## REQUIRED WORK
If a line of the data below holds the word "Adriana", list it.

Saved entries
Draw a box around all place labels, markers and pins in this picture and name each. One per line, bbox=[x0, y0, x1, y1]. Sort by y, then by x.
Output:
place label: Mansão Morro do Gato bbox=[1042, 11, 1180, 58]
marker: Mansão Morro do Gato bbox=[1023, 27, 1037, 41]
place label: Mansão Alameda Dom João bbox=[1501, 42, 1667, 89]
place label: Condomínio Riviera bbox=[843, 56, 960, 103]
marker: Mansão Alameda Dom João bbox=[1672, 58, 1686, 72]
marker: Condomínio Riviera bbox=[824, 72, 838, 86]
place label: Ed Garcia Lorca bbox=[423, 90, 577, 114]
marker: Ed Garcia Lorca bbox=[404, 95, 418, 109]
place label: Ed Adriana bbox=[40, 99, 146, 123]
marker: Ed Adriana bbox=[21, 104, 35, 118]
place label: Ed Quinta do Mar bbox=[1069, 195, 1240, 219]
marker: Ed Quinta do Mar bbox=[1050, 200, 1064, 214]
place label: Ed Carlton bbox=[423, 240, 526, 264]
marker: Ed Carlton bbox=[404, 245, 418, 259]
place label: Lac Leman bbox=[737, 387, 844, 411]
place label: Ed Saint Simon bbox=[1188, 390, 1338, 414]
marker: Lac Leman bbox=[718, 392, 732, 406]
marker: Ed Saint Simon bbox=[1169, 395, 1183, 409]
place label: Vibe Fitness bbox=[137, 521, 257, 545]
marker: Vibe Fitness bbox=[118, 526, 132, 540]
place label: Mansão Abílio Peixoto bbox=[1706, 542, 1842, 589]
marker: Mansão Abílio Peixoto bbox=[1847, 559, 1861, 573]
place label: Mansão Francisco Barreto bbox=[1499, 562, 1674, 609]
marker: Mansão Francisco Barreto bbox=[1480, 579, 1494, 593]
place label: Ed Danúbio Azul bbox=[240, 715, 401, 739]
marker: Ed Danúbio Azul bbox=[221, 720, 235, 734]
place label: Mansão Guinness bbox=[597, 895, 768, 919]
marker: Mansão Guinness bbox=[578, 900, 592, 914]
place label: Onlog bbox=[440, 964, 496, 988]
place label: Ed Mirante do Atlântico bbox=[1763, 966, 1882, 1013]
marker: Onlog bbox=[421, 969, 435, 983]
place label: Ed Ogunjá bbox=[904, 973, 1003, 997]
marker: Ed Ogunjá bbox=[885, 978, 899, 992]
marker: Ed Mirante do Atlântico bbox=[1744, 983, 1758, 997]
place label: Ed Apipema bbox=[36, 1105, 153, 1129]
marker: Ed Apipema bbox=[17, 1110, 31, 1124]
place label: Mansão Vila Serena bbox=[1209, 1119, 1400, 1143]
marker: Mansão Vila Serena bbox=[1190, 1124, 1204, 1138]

## ANSWER SPACE
place label: Ed Adriana bbox=[40, 99, 146, 123]
marker: Ed Adriana bbox=[21, 104, 35, 118]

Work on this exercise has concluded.